:: What to produce ::
The answer must be every line from the entries below that contains "stream".
———
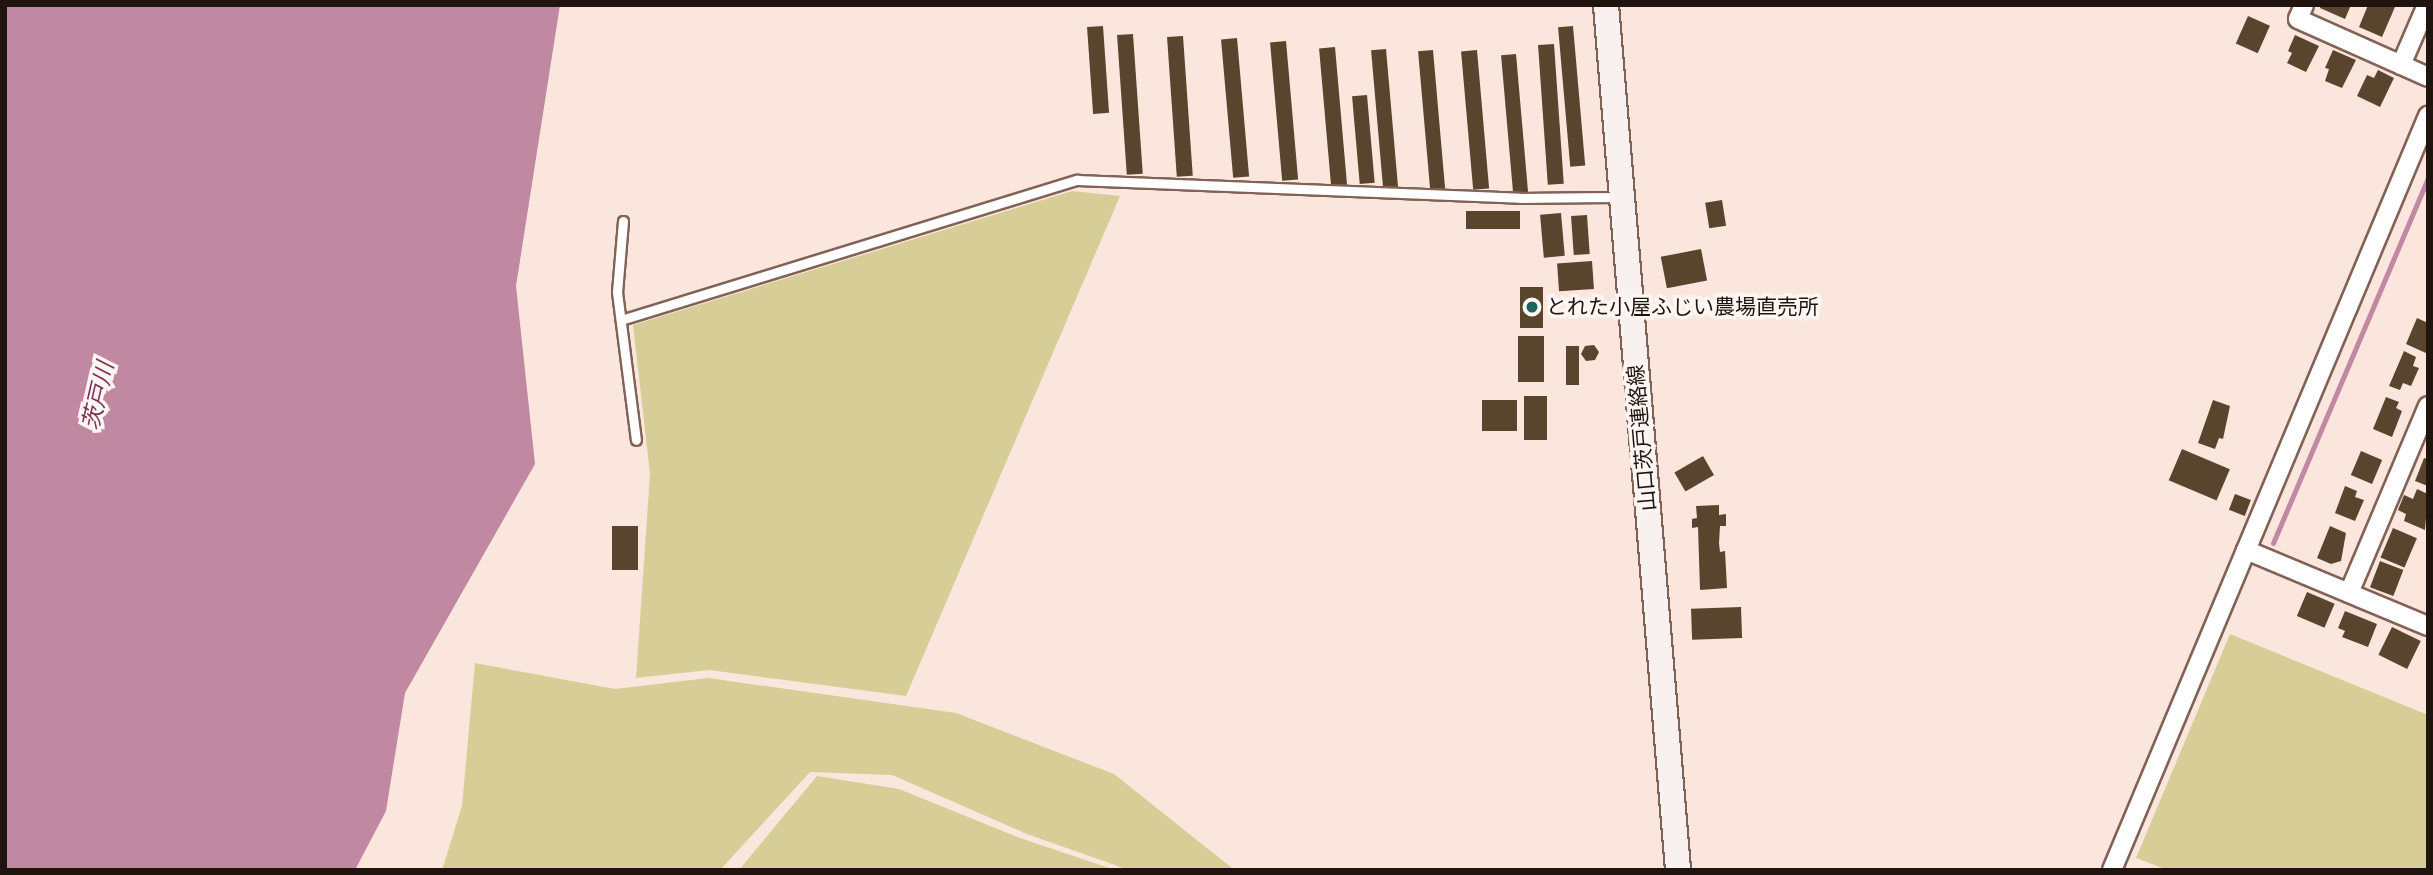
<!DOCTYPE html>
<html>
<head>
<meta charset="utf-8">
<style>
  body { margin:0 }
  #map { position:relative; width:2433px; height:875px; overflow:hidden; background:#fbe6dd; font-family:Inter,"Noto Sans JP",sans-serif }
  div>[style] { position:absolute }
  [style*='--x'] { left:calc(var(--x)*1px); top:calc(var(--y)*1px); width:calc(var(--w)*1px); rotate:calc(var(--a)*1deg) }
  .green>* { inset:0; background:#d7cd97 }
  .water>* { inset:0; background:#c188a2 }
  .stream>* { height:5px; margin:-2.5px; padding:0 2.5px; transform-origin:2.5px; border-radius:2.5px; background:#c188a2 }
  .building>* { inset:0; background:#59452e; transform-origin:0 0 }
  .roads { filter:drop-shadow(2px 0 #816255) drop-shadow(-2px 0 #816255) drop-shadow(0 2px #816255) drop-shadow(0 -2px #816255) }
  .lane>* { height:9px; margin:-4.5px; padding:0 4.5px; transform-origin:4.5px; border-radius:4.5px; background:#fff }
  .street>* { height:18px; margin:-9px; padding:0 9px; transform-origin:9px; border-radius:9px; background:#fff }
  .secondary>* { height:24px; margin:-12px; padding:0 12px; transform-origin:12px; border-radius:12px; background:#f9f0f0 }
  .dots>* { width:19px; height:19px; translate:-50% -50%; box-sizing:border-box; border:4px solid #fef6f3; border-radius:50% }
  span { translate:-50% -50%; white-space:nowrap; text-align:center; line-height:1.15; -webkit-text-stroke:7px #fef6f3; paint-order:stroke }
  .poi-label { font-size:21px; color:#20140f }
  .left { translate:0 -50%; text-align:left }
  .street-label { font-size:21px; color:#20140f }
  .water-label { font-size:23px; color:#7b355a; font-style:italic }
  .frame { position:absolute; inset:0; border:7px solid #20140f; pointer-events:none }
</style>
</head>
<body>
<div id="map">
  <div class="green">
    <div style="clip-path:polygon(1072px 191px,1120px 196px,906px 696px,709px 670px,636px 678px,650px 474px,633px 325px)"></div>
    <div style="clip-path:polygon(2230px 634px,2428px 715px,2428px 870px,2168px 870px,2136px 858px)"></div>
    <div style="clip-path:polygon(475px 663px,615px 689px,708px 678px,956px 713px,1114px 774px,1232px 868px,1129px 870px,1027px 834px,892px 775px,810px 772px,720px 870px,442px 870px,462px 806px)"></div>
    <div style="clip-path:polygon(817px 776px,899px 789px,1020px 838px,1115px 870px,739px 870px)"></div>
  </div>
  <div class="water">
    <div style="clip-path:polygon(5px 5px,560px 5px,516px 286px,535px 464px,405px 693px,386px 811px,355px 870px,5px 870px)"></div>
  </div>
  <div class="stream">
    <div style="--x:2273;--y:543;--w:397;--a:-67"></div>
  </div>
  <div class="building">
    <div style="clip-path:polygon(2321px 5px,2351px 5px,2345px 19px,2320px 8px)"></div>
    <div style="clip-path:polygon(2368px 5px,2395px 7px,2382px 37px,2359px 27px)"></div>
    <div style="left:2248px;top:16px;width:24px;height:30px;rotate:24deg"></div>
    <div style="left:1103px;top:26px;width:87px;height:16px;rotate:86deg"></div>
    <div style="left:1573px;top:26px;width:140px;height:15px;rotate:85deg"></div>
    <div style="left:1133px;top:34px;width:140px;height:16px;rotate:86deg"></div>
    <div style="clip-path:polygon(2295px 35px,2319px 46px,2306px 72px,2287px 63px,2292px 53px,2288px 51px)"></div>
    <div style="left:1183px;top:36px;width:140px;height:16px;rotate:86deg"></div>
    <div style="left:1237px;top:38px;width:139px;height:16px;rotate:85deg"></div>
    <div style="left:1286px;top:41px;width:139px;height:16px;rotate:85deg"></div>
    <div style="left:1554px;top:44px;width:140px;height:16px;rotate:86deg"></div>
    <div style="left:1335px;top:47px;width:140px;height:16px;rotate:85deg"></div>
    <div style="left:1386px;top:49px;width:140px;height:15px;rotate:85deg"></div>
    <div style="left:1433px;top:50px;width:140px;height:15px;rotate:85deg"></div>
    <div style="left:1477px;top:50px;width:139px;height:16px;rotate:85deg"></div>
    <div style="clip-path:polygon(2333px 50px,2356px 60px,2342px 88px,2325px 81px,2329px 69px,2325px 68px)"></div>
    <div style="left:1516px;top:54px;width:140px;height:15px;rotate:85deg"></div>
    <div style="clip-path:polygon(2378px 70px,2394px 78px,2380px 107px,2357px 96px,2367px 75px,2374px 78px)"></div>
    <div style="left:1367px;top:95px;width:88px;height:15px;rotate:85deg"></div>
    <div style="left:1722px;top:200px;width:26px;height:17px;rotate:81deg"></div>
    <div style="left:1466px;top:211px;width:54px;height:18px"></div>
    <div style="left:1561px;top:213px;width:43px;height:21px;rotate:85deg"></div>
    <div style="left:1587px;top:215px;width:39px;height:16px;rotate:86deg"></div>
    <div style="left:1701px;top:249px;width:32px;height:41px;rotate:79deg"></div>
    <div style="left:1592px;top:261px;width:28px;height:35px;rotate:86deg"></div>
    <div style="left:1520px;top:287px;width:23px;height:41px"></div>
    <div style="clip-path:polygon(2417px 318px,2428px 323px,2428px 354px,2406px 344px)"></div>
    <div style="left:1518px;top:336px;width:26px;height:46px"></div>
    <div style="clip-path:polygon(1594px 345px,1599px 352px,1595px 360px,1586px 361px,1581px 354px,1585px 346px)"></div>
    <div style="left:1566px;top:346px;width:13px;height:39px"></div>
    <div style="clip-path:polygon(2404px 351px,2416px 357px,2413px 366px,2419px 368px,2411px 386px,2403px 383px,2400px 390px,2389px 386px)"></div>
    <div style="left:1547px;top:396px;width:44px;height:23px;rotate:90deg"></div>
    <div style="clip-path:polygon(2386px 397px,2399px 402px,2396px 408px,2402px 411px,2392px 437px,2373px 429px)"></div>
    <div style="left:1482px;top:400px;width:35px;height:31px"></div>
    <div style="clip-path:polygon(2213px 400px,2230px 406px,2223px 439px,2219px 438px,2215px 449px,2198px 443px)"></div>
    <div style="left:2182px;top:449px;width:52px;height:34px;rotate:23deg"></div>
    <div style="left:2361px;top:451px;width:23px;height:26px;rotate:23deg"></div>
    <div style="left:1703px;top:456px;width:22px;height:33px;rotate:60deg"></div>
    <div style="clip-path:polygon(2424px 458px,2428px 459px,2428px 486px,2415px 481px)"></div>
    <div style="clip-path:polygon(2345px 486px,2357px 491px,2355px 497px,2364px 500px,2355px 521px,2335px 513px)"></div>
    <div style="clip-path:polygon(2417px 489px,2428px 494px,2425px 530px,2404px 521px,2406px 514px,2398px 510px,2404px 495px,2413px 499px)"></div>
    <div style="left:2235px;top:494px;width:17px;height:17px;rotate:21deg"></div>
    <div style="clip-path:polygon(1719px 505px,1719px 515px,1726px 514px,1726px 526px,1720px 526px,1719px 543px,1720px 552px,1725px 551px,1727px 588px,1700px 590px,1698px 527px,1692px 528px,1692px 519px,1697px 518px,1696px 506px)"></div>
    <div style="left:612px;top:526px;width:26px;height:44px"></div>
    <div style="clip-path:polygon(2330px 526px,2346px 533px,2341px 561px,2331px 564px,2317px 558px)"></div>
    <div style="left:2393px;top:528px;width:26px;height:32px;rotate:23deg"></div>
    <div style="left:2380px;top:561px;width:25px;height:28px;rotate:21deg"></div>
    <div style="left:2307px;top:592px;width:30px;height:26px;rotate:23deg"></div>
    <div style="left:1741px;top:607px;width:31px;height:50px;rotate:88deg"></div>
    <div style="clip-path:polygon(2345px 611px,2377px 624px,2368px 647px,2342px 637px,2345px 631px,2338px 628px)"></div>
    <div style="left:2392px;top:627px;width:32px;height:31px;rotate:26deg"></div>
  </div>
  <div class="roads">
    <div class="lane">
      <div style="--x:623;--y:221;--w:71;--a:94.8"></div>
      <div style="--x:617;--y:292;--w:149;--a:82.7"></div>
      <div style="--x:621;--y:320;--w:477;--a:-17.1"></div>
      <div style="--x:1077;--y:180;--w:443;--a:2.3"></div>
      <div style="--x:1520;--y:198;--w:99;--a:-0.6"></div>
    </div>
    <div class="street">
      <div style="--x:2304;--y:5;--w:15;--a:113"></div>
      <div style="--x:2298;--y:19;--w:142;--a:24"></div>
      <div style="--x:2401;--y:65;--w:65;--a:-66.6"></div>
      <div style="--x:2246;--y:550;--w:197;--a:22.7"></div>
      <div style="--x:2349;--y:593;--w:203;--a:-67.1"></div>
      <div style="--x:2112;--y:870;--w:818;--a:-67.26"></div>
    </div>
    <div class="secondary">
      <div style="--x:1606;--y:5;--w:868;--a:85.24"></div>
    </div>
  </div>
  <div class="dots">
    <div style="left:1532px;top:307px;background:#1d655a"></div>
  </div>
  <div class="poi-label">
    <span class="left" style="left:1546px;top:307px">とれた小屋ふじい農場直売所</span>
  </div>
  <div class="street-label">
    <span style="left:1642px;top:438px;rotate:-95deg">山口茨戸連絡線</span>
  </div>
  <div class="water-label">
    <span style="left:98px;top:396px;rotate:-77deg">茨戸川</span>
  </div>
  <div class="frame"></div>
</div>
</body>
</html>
———
:: Result of this exercise ::
  .stream>* { height:5px; margin:-2.5px; padding:0 2.5px; transform-origin:2.5px; border-radius:2.5px; background:#c188a2 }
  <div class="stream">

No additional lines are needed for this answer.